I've been hearing much recently about private clouds. But is this anything more than a marketing term slapped onto what we used to call a datacentre?
Written by Manek Dubash, Contributor

I've been hearing much recently about private clouds. But is this anything more than a marketing term slapped onto what we used to call a datacentre? Let's go back to first principles.

The idea of a cloud -- which, let's not forget, is just a metaphor that emerged from those Powerpoint diagrams showing the Internet as a cloud -- is that you neither know nor care where your stuff is. It just is, it works and you get it as a service. You can turn it up or down, it's like electricity: a utility. That's the theory.

In practice of course, you may well care where your data lives, not just for regulatory reasons -- it's illegal to send your HR data overseas, for example -- but also because if it's halfway across the globe, it takes time to get here from there, and back again. That's latency.

For example, if you've built a complex application that pulls data from multiple sites or databases, with much inter-communication between them, high latency adds up to a lot of wasted time and Internet traffic, and frustrated users drumming their fingers as they wait for an update. You cannae break the laws of physics, Jim.

But there are ways around this: Amazon's EC2 service for example offers geographical buckets that allow you to keep data close to hand, and any decent service agreement will include some form of detail about where the data lives.

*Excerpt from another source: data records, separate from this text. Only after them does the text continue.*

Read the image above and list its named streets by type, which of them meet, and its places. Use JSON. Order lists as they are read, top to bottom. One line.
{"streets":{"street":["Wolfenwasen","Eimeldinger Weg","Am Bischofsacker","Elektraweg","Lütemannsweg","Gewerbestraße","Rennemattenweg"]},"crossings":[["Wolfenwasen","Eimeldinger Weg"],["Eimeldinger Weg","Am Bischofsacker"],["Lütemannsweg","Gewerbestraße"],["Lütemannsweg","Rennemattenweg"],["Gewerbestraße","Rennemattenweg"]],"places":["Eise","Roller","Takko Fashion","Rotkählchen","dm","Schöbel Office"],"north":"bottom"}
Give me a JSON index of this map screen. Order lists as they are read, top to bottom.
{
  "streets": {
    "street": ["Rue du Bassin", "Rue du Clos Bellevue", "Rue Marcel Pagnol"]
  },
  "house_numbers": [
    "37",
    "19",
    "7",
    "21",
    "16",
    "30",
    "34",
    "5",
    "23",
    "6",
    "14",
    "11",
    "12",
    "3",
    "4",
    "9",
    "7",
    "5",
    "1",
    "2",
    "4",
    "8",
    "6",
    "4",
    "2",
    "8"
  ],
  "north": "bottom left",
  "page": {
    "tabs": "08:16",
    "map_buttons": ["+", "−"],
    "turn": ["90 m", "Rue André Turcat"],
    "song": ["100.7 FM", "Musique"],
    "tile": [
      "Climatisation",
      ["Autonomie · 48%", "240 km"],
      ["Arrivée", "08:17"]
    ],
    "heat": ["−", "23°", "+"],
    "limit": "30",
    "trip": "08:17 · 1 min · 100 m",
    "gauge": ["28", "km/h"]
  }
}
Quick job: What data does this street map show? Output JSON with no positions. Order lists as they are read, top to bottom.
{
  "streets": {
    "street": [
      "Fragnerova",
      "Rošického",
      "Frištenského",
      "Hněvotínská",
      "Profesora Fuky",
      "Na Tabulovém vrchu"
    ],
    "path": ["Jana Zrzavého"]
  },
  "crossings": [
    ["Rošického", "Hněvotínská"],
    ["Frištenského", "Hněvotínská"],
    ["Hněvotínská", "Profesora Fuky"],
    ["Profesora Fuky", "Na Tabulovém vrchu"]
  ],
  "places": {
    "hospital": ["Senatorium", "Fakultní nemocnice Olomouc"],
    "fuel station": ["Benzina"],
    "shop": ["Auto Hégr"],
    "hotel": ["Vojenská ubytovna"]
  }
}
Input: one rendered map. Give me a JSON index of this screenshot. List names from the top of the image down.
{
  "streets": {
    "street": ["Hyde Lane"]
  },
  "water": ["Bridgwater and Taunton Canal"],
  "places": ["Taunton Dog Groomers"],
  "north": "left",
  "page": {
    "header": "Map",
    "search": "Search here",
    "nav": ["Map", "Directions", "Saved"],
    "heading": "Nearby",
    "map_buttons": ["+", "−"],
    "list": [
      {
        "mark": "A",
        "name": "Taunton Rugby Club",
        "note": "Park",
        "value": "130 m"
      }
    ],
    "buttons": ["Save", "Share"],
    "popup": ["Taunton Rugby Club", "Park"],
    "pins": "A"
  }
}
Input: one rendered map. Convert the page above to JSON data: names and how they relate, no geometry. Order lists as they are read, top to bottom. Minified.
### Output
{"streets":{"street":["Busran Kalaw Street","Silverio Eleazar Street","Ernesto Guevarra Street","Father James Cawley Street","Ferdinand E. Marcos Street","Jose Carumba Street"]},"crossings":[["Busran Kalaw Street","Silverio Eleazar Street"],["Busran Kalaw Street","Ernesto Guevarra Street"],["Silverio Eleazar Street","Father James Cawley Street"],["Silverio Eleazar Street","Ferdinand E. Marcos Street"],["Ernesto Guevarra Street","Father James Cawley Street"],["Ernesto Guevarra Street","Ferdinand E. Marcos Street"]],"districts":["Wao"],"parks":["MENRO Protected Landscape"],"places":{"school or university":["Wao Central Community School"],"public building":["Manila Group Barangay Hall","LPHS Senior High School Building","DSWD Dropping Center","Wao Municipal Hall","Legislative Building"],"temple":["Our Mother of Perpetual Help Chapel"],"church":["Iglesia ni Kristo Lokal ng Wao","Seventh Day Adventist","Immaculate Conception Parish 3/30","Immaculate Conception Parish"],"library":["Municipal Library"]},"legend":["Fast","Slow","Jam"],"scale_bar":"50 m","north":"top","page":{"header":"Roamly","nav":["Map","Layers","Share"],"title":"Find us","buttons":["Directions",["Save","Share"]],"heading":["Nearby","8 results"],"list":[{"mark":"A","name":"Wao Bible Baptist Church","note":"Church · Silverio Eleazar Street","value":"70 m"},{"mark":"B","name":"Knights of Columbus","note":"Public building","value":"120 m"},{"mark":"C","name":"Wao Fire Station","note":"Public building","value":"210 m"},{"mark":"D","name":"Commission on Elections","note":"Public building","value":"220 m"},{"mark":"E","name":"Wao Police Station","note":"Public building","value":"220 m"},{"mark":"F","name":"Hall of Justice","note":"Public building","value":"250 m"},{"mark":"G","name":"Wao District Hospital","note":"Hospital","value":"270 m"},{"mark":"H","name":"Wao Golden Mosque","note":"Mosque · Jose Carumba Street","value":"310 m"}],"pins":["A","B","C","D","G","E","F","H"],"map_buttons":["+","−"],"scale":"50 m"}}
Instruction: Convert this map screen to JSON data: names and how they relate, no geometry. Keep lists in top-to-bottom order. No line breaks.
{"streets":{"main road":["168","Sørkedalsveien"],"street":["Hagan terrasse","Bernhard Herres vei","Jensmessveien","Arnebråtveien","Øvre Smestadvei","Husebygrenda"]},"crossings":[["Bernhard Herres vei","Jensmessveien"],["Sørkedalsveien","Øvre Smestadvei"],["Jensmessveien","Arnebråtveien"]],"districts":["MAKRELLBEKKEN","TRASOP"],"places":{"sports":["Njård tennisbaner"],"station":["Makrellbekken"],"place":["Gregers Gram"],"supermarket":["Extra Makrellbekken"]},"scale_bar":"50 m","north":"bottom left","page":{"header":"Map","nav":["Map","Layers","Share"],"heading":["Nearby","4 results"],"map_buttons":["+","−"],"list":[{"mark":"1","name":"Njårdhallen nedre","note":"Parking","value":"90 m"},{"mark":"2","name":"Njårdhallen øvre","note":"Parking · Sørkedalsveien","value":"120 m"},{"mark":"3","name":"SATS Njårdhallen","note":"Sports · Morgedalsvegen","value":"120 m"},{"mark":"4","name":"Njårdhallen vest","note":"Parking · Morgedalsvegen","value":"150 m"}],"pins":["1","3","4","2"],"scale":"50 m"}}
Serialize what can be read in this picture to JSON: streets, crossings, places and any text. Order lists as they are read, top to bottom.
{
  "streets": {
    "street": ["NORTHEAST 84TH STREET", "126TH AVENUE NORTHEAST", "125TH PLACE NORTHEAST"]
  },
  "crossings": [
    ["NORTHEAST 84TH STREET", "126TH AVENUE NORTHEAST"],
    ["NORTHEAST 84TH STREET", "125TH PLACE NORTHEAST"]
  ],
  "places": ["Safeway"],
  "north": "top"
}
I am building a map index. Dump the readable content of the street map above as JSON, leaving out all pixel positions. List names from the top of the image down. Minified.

That's a public cloud. What about a private cloud? This is a facility that you own, so you know where the data is, and you can control it. It lives in one of your datacentres -- so what's so cloudy about that?

The key, I hear, is that it's delivered as a service. To deliver the ability to turn the service up and down implies an infrastructure based on virtualisation and a high degree of orchestration -- that's the glorious end-point where virtual servers shuttle around the datacentre to get the resources they need.

And then there's a chargeback mechanism: business units wanting a service will need to pay the private cloud provider -- ie the IT department -- to deliver it.

My problem with this is simple: it immediately puts IT into competition with Amazon's EC2, with Google and with other huge service providers. What are the odds of the IT department being able to use economies of scale to beat such entities on price?

Ask an advocate of this model, and you're told that IT will have to be more efficient. That's much easier to say than to deliver, I would argue. In practice, the BUs are likely rush off to Amazon, credit card in hand, and use them instead.

So can IT become a service provider? Is it set up to deliver in the way that big public corporations do? Does it have those resources? Is this the argument that's going on right now between the CIO and the rest of the board?

Insights welcomed.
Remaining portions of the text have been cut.